July 21, 2011

another morning

label: haven — CV @ 7:24 AM

What could be better than those mornings on train to work? I can’t imagine. A book, music and 160 km/h rushing train. My soul purrs every morning on my way to work.

July 20, 2011

another spark

label: haven — CV @ 11:09 AM

I blocked whole Finland from reading* my blog at some time during Spring. Personal reasons. Now, we were sitting with this 4-way team I am “coaching” at the DZ few weeks back and suddenly one of the IT nerds (the team has 3 of them) suddenly offered to fix my blog. He went on and on about how easy it would be and how he misses reading it, before I could have a word in and explain that this situation is intentional and I fix it myself when it is OK again to do so.

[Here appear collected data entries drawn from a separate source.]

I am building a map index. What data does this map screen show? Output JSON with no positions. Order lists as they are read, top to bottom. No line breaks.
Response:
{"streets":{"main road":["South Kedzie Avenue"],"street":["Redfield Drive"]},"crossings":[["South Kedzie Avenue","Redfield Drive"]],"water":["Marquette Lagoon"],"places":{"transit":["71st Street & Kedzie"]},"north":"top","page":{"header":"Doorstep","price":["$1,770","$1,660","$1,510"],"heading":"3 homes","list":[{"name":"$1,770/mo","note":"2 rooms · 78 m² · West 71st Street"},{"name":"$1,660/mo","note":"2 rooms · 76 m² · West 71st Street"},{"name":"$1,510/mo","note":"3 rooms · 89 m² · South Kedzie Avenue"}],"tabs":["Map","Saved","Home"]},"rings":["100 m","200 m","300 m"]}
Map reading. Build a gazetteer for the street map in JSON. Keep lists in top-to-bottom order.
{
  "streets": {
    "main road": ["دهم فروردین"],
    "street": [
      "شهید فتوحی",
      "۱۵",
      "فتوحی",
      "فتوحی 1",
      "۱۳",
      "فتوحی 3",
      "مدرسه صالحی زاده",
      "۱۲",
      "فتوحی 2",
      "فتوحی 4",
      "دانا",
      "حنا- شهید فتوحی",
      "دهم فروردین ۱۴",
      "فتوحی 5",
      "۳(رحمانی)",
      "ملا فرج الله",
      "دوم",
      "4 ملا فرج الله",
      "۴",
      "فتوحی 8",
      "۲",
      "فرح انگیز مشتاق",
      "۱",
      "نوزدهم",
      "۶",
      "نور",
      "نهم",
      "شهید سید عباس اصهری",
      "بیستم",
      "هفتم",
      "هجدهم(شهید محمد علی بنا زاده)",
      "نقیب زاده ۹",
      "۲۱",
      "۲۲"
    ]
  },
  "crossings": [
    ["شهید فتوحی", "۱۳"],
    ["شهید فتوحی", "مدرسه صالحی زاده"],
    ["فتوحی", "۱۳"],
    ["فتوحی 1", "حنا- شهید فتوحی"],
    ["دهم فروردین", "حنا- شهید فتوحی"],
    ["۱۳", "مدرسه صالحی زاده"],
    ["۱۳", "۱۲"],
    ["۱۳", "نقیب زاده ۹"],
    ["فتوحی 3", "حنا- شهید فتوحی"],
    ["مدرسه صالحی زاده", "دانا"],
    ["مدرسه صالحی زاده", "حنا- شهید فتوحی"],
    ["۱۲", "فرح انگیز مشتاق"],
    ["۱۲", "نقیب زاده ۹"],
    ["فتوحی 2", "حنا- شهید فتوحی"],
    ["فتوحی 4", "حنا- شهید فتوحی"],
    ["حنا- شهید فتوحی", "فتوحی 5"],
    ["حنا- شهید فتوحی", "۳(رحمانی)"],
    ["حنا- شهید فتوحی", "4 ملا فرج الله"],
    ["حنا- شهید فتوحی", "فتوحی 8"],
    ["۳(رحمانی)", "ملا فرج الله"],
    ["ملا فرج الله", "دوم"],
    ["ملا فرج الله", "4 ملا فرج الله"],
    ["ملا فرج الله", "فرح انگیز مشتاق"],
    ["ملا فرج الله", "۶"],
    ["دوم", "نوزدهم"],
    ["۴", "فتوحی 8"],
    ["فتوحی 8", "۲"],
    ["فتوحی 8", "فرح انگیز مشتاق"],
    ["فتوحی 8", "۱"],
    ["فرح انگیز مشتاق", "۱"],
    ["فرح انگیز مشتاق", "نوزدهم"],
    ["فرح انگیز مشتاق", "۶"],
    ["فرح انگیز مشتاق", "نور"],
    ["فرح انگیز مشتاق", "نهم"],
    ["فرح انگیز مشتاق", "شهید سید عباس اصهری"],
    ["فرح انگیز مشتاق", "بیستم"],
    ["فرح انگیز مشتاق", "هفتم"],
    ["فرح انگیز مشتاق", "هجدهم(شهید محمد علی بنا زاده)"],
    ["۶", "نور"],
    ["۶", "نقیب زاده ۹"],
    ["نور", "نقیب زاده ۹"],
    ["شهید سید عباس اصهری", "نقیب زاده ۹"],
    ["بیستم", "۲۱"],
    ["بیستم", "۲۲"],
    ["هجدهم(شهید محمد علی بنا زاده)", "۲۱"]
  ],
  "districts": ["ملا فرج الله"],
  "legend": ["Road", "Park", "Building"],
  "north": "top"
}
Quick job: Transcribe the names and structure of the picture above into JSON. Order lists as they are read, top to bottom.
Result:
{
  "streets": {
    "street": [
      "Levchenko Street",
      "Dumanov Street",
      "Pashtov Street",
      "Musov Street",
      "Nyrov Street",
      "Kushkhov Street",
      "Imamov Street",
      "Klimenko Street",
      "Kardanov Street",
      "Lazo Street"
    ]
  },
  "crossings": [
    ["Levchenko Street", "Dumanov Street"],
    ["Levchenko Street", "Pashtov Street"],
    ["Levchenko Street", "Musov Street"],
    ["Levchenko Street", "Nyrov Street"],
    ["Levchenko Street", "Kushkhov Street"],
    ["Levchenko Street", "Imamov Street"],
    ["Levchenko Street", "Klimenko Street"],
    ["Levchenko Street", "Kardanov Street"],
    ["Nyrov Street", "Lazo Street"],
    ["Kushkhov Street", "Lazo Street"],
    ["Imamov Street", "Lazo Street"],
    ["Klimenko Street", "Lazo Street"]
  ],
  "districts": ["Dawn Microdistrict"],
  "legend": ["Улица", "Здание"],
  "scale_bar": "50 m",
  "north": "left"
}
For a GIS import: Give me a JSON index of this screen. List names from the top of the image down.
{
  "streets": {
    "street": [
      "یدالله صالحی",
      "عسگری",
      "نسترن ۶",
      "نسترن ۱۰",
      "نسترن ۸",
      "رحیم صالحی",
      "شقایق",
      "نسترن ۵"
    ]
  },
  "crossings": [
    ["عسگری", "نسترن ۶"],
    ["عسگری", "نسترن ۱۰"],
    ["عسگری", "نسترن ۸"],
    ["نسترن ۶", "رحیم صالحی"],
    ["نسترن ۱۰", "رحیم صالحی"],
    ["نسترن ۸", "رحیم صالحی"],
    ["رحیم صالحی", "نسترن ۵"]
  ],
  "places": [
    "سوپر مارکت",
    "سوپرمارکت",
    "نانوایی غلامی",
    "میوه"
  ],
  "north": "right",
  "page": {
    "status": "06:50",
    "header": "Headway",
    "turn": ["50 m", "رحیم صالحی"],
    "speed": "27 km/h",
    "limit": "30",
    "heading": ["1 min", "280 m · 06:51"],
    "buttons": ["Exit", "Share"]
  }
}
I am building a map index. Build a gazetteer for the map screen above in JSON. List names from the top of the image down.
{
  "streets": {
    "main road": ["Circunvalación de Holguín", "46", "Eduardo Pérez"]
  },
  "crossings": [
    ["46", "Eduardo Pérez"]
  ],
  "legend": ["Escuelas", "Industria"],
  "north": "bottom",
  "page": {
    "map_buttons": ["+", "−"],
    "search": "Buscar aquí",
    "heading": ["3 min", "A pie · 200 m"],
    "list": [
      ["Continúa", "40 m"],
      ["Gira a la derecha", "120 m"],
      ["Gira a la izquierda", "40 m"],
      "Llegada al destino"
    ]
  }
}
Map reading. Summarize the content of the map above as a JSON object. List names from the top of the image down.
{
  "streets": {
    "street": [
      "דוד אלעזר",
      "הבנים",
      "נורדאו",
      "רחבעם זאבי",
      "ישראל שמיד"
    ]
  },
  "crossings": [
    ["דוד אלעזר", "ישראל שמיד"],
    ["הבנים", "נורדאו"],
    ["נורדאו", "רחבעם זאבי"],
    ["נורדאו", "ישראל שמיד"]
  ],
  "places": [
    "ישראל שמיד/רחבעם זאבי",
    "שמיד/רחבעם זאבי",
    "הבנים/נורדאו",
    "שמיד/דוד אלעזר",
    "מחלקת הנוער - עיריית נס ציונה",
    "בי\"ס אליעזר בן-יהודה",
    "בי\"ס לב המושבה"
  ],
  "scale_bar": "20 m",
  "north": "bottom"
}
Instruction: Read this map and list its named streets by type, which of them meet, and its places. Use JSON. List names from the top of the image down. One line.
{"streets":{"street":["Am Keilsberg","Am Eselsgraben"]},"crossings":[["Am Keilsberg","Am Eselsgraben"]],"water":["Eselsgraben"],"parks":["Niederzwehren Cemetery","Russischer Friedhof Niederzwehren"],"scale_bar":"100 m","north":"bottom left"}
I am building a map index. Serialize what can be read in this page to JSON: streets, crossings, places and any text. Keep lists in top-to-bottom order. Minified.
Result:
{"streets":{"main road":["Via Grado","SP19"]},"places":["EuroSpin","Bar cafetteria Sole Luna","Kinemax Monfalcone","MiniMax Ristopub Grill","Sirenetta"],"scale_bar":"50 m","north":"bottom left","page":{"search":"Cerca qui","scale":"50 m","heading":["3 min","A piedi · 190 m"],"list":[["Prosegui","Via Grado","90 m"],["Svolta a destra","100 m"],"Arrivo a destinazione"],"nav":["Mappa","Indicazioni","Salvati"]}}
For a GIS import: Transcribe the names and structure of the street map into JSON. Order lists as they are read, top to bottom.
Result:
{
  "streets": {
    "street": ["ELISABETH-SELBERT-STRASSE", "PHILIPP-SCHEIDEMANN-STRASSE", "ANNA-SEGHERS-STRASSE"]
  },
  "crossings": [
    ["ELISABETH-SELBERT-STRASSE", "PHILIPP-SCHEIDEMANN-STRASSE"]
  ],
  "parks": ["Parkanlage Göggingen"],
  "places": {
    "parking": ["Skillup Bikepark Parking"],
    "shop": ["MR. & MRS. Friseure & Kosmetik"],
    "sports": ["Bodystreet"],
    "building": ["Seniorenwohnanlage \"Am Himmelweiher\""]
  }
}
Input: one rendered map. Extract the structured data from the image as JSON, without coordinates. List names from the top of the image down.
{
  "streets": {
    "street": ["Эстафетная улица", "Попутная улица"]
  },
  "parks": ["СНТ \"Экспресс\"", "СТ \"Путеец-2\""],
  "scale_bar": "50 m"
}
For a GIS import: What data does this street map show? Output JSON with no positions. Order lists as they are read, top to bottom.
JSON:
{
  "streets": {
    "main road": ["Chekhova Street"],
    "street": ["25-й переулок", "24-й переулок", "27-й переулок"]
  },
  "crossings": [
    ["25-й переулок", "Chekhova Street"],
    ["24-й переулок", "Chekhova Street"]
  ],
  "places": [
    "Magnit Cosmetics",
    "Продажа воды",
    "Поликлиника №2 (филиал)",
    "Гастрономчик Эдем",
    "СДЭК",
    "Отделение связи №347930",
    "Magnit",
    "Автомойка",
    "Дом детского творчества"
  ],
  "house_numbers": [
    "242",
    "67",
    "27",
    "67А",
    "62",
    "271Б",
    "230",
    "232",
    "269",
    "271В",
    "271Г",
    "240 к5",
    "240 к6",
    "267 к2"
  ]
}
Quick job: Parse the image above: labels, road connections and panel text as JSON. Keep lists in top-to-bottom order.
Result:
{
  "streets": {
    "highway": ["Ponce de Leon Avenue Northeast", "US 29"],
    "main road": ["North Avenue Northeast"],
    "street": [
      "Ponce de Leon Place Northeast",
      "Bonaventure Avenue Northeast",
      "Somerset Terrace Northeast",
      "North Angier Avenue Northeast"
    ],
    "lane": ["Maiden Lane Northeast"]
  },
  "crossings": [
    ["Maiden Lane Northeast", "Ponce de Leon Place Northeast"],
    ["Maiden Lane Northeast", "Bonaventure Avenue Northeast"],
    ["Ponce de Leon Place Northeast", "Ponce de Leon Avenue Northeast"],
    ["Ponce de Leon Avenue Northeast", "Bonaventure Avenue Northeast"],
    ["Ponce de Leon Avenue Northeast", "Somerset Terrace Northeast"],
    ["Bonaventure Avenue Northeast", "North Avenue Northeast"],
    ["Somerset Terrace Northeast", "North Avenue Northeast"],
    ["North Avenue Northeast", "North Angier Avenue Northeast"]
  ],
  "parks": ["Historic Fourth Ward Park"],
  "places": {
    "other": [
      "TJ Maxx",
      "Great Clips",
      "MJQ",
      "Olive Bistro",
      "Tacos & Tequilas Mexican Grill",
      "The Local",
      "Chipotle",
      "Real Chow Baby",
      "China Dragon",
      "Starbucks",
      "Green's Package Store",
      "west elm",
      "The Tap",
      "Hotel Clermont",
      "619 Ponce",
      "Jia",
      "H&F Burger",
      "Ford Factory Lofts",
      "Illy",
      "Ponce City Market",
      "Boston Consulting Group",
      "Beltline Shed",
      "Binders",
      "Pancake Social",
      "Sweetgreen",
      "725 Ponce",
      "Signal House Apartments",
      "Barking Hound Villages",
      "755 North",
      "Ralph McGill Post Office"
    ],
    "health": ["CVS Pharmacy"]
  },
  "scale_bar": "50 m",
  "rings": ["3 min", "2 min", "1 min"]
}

* If you try to open my blog in Finland you get “Bandwidth Limit Exceeded” message.

July 16, 2011

alcohol

label: haven — CV @ 6:11 PM

What is up with this world? Or am I moving around in wrong places? Or am I snobbish and condemnatory? Probably the latter because, what other people do and how other people live their lives shouldn’t be a concern of mine. Still, I have noticed lately that such a strong presence of alcohol flusters me (lack of manners as well). Everybody seems to drink from dawn till dusk and from dusk till dawn. How is it possible to bring yourself up to drinking anything containing alcohol at 7:30AM? I don’t get it. Wherever you go, especially during the summer, everybody seems to have a drink in their hands. Not drinking is a taboo that you have to explain and fight for. No, my parents never taught me that drinking before evening is not suitable, I picked it up myself from somewhere (probably books) and it has taken strong roots in me. I always find early hours drinking (includes lunch) really abominable to look at.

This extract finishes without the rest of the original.